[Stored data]
———
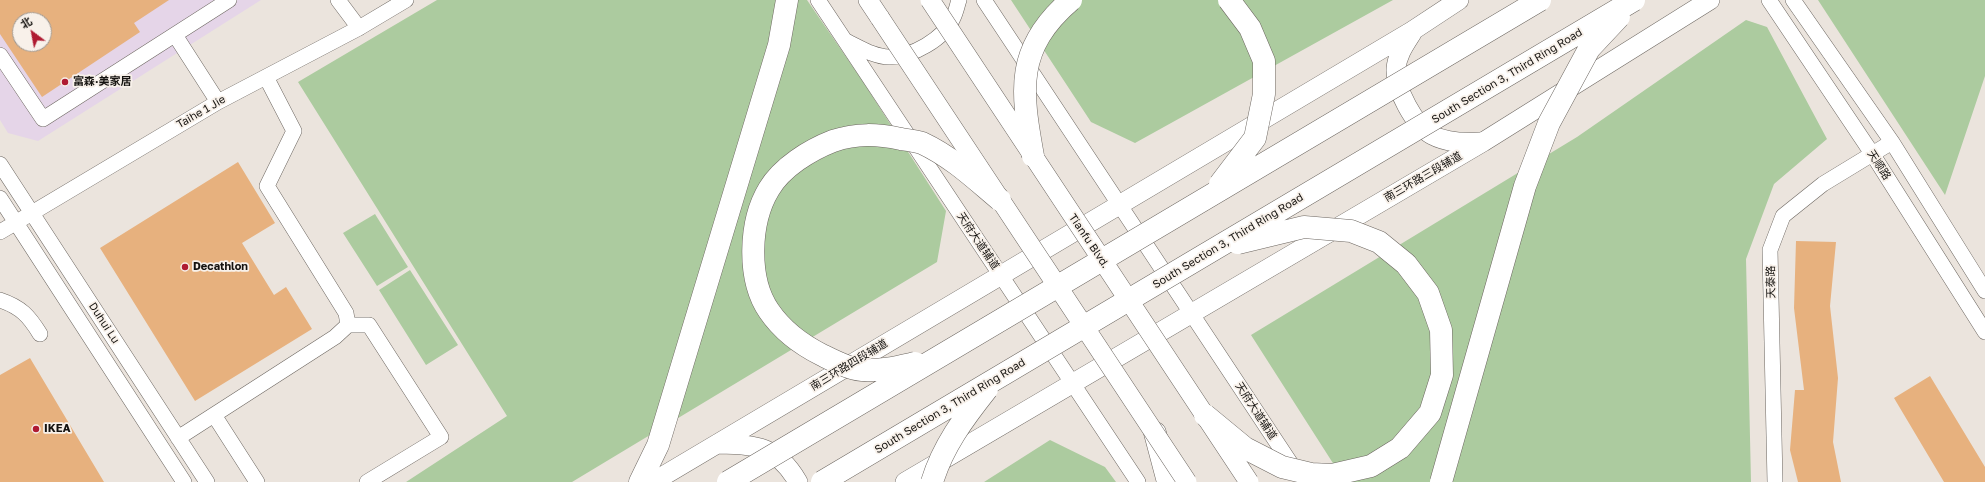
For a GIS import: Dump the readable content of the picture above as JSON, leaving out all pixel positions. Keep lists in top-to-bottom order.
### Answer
{
  "streets": {
    "highway": ["South Section 3, Third Ring Road"],
    "main road": ["南三环路三段辅道", "Tianfu Blvd.", "南三环路四段辅道"],
    "street": [
      "Taihe 1 Jie",
      "天顺路",
      "天府大道辅道",
      "天泰路",
      "Duhui Lu"
    ]
  },
  "crossings": [
    ["Taihe 1 Jie", "Duhui Lu"],
    ["天顺路", "天泰路"],
    ["南三环路三段辅道", "天府大道辅道"],
    ["天府大道辅道", "南三环路四段辅道"]
  ],
  "places": ["富森·美家居", "Decathlon", "IKEA"],
  "north": "top left"
}
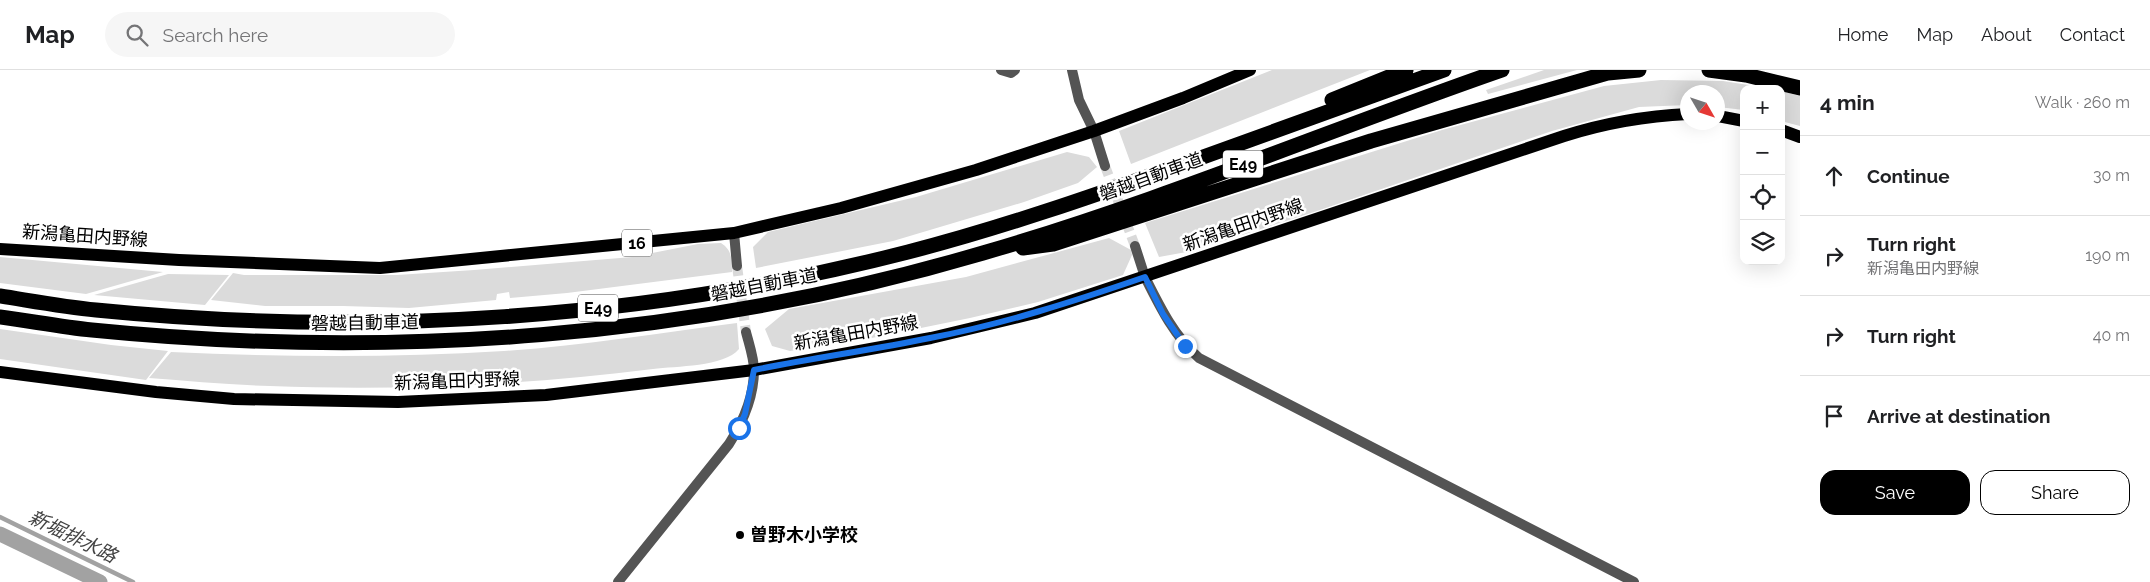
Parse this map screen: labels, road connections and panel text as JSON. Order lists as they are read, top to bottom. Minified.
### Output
{"streets":{"highway":["E49","磐越自動車道"],"main road":["新潟亀田内野線","16"]},"water":["新堀排水路"],"places":["曽野木小学校"],"north":"bottom right","page":{"header":"Map","search":"Search here","nav":["Home","Map","About","Contact"],"heading":["4 min","Walk · 260 m"],"map_buttons":["+","−"],"list":[["Continue","30 m"],["Turn right","新潟亀田内野線","190 m"],["Turn right","40 m"],"Arrive at destination"],"buttons":["Save","Share"]}}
———
• Work instructions
Nothing but the lines from the start of the records above through the line with "Parse this map" should be retyped, each exactly as written; leave out all pictures.

• Exercise response
For a GIS import: Dump the readable content of the picture above as JSON, leaving out all pixel positions. Keep lists in top-to-bottom order.
### Answer
{
  "streets": {
    "highway": ["South Section 3, Third Ring Road"],
    "main road": ["南三环路三段辅道", "Tianfu Blvd.", "南三环路四段辅道"],
    "street": [
      "Taihe 1 Jie",
      "天顺路",
      "天府大道辅道",
      "天泰路",
      "Duhui Lu"
    ]
  },
  "crossings": [
    ["Taihe 1 Jie", "Duhui Lu"],
    ["天顺路", "天泰路"],
    ["南三环路三段辅道", "天府大道辅道"],
    ["天府大道辅道", "南三环路四段辅道"]
  ],
  "places": ["富森·美家居", "Decathlon", "IKEA"],
  "north": "top left"
}
Parse this map screen: labels, road connections and panel text as JSON. Order lists as they are read, top to bottom. Minified.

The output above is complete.